Source – theregister.co.uk
The Raspberry Pi is one of the most exciting developments in hobbyist computing today. Across the world, people are using it to automate beer making, open up the world of robotics and revolutionise STEM education in a world overrun by film students. These are all laudable pursuits. Meanwhile, what is Microsoft doing with it? Creating squirrel-hunting water robots.
Over at the firm’s Machine Learning and Optimization group, a researcher saw squirrels stealing flower bulbs and seeds from his bird feeder. The research team trained a computer vision model to detect squirrels, and then put it onto a Raspberry Pi 3 board. Whenever an adventurous rodent happened by, it would turn on the sprinkler system.
Microsoft’s sciurine aversions aren’t the point of that story – its shoehorning of a convolutional neural network onto an ARM CPU is. It shows how organizations are pushing hardware further to support AI algorithms. As AI continues to make the headlines, researchers are pushing its capabilities to make it increasingly competent at basic tasks such as recognizing vision and speech.
As people expect more of the technology, cramming it into self-flying drones and self-driving cars, the hardware challenges are increasing. Companies are producing custom silicon and computing nodes capable of handling them.
Jeff Orr, research director at analyst firm ABI Research, divides advances in AI hardware into three broad areas: cloud services, on‑device, and hybrid. The first focuses on AI processing done online in hyperscale data centre environments like Microsoft’s, Amazon’s and Google’s.
At the other end of the spectrum, he sees more processing happening on devices in the field, where connectivity or latency prohibit sending data back to the cloud.
“It’s using maybe a voice input to allow for hands-free operation of a smartphone or a wearable product like smart glasses,” he says. “That will continue to grow. There’s just not a large number of real-world examples on‑device today.” He views augmented reality as a key driver here. Or there’s always this app, we suppose.
Finally, hybrid efforts marry both platforms to complete AI computations. This is where your phone recognizes what you’re asking it but asks cloud-based AI to answer it, for example.
The cloud: rAIning algorithms
The cloud’s importance stems from the way that AI learns. AI models are increasingly moving to deep learning, which uses complex neural networks with many layers to create more accurate AI routines.

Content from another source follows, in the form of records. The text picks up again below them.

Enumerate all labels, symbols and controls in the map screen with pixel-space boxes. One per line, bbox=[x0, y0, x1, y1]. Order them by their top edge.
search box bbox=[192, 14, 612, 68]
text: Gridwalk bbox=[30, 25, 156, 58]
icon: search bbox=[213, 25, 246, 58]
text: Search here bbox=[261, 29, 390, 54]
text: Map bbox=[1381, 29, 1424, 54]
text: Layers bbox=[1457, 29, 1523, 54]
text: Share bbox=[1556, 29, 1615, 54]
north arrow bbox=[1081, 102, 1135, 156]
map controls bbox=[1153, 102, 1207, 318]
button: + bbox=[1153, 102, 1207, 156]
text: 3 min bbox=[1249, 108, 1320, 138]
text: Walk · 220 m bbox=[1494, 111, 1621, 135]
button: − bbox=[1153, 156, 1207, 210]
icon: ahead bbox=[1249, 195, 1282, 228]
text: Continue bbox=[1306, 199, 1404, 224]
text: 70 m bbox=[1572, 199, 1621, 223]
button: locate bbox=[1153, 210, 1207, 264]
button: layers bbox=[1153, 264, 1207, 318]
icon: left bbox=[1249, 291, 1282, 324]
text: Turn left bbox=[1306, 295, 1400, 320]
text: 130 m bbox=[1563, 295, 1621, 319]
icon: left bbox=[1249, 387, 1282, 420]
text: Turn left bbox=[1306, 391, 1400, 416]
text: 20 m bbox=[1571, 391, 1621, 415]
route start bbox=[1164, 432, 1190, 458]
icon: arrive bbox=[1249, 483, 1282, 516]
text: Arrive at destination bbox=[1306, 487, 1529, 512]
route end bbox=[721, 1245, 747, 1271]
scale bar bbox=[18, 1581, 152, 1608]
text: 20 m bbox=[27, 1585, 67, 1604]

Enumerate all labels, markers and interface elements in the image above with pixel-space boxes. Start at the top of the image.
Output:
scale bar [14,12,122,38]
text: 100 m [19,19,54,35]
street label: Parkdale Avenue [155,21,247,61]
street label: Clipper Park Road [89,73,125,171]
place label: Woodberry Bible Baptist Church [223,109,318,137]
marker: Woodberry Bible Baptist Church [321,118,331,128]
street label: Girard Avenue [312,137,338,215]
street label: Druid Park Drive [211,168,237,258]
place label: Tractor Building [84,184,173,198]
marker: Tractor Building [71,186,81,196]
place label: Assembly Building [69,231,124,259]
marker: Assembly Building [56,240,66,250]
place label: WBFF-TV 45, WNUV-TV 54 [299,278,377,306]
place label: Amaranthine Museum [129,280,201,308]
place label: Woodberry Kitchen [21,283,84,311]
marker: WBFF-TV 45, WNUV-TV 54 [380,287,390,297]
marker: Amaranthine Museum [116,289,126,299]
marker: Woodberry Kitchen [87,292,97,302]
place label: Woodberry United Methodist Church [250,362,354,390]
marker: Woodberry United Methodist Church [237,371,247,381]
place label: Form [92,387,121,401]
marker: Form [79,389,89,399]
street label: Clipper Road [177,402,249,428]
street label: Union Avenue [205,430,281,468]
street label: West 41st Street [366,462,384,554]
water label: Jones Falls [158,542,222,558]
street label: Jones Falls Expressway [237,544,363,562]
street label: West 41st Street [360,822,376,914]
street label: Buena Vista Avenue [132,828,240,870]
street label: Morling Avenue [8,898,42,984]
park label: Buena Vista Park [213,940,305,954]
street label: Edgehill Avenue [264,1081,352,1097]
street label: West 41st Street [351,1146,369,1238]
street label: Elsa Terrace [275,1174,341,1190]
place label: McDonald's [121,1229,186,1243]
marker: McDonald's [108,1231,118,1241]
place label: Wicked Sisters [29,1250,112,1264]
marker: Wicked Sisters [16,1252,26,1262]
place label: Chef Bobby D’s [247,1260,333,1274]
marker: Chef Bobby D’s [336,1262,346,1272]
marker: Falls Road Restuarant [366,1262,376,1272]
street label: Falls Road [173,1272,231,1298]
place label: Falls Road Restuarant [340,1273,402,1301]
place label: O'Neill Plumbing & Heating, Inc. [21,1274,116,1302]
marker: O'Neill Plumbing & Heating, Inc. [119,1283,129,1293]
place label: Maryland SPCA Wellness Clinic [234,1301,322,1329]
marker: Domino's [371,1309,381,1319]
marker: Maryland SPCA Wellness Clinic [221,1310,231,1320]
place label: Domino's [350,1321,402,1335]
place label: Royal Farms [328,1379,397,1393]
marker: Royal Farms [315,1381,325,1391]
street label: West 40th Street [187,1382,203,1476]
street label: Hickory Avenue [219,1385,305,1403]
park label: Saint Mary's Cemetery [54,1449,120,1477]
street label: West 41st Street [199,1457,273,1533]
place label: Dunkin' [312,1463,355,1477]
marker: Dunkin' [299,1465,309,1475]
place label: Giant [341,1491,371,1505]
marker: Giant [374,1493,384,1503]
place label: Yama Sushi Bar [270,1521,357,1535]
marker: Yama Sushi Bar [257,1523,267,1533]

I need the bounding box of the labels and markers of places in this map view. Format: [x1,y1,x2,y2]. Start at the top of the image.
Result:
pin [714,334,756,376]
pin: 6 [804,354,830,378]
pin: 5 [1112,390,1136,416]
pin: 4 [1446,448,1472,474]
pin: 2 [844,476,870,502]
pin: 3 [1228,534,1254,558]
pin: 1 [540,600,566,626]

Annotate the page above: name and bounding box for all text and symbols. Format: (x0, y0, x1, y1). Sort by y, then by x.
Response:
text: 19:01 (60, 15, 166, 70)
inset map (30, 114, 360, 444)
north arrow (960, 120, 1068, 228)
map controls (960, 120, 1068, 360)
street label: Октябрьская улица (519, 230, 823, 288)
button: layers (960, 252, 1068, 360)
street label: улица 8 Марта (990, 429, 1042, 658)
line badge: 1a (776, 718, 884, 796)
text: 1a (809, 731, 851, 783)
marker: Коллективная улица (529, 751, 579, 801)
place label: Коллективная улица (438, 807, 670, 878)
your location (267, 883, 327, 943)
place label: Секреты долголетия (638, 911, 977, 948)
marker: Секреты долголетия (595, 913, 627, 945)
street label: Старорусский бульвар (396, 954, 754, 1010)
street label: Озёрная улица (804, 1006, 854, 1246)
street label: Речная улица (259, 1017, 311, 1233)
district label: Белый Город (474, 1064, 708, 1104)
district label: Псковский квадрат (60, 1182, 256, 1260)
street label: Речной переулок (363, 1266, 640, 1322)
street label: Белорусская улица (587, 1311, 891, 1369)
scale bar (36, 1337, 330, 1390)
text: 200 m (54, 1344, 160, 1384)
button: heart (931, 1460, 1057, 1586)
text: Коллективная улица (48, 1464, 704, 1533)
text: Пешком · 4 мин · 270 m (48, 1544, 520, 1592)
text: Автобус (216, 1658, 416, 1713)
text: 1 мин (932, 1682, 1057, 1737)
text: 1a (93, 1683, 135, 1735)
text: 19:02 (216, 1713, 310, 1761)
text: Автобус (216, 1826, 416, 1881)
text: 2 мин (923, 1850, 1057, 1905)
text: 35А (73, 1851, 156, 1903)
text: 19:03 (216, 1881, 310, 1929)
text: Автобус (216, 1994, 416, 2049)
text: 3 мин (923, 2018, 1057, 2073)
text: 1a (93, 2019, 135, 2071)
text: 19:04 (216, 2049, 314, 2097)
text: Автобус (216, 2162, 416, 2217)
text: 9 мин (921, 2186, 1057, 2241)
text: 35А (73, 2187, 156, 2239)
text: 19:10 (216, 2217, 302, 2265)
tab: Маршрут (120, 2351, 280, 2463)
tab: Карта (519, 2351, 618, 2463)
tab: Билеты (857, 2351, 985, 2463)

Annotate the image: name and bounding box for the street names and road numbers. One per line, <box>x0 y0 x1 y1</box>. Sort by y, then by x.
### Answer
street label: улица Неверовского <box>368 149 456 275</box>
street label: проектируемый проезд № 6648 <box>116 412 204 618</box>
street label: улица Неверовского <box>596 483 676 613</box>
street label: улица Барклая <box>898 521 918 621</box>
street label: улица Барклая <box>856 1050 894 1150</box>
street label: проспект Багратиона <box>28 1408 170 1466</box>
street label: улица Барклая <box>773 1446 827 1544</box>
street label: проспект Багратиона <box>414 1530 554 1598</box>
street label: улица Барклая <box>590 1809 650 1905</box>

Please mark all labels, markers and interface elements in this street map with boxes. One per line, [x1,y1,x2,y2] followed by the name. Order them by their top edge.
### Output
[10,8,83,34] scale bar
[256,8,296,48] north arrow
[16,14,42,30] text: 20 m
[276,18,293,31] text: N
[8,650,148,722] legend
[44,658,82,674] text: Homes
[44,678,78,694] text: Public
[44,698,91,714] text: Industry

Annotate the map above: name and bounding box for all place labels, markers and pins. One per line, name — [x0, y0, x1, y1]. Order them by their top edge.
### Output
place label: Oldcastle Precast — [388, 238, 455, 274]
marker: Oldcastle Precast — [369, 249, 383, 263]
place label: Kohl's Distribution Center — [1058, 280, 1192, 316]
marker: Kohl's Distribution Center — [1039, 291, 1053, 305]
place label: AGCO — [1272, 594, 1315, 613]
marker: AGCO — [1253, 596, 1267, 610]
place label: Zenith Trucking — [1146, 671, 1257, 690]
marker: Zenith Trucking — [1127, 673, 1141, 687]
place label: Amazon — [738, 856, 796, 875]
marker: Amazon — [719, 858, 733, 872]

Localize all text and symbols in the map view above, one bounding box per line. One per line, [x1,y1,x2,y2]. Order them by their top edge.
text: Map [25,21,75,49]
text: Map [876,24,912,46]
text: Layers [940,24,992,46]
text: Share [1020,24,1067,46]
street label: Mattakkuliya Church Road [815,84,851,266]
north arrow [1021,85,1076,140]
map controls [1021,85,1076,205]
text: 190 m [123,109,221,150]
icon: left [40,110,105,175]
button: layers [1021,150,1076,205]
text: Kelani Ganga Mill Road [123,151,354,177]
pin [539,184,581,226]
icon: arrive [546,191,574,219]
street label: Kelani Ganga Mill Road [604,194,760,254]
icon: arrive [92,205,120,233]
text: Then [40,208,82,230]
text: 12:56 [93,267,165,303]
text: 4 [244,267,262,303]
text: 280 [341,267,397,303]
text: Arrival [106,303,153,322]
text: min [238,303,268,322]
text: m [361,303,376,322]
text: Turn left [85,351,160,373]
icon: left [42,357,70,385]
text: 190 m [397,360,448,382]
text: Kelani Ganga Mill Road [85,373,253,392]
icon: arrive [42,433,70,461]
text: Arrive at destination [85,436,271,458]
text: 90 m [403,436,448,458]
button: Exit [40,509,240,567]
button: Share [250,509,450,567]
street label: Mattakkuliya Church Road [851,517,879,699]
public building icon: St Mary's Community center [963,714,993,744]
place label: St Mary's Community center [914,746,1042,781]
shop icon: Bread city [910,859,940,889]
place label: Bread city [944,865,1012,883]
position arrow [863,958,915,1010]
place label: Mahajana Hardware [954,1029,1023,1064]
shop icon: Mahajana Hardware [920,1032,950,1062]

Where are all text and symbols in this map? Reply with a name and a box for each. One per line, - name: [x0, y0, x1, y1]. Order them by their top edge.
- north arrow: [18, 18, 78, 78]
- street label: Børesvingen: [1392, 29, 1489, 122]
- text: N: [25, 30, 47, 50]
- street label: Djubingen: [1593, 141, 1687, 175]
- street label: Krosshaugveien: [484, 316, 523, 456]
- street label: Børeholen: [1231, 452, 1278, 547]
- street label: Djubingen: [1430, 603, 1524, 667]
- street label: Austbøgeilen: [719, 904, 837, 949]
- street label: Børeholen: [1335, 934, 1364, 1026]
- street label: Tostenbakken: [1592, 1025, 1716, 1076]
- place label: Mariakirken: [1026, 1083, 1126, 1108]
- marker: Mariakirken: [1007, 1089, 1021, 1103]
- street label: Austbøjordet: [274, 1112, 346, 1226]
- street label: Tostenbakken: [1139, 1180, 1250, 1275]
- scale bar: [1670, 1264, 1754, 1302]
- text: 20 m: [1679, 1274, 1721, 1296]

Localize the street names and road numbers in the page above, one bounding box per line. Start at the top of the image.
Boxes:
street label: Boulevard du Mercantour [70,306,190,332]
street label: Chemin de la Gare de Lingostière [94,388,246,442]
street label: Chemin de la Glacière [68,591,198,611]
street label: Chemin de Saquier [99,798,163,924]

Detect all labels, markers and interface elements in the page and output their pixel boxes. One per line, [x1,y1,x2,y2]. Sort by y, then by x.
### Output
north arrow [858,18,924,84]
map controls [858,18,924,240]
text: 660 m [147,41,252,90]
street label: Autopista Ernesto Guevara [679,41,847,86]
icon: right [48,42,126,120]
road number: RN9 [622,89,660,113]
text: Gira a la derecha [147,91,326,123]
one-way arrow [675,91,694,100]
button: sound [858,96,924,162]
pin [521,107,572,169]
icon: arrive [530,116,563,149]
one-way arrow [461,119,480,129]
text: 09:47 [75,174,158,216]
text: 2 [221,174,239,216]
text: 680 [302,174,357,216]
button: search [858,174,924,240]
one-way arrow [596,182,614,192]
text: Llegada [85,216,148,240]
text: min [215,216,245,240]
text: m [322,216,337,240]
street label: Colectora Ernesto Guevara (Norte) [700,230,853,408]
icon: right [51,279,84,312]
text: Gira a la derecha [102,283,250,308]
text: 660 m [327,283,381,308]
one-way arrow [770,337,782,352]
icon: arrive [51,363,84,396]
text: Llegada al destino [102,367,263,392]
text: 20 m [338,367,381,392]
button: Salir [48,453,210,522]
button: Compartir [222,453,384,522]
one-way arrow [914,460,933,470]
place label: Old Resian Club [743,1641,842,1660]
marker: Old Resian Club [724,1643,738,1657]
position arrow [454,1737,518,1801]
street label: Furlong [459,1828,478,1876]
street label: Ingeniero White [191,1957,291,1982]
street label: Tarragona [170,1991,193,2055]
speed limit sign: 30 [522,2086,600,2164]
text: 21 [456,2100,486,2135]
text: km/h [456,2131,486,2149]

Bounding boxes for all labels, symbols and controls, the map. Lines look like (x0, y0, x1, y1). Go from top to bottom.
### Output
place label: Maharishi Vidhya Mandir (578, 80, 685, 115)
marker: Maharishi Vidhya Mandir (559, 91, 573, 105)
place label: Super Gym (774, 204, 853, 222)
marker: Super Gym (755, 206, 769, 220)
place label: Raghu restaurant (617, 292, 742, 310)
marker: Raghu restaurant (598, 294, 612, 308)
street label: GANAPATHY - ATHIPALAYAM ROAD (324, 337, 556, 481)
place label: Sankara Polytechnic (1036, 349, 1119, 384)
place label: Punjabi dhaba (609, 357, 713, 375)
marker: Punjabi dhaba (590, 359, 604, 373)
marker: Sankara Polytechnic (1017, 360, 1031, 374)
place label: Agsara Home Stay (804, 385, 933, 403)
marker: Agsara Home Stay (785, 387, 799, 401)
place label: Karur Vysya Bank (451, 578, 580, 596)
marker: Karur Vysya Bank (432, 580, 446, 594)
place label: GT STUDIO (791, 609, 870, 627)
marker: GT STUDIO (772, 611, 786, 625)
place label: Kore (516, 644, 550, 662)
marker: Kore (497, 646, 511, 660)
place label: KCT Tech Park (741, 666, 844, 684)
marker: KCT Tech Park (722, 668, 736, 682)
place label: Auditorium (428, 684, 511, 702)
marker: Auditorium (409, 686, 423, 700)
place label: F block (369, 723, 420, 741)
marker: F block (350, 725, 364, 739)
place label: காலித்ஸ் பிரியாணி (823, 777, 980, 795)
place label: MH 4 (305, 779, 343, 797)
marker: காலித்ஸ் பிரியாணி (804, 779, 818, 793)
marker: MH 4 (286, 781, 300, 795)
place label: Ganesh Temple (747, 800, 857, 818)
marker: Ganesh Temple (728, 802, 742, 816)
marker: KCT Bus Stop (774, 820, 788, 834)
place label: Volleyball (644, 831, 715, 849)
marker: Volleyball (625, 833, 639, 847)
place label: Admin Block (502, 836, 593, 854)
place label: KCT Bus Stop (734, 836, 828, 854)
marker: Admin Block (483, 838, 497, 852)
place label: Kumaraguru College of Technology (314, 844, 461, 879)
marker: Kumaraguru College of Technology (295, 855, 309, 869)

There are two aspects to using neural networks. The first is training, where the network analyses lots of data to produce a statistical model. This is effectively the “learning” phase. The second is inference, where the neural network then interprets new data to generate accurate results. Training these networks chews up vast amounts of computing power, but the training load can be split into many tasks that run concurrently. This is why GPUs, with their double floating point precision and huge core counts, are so good at it.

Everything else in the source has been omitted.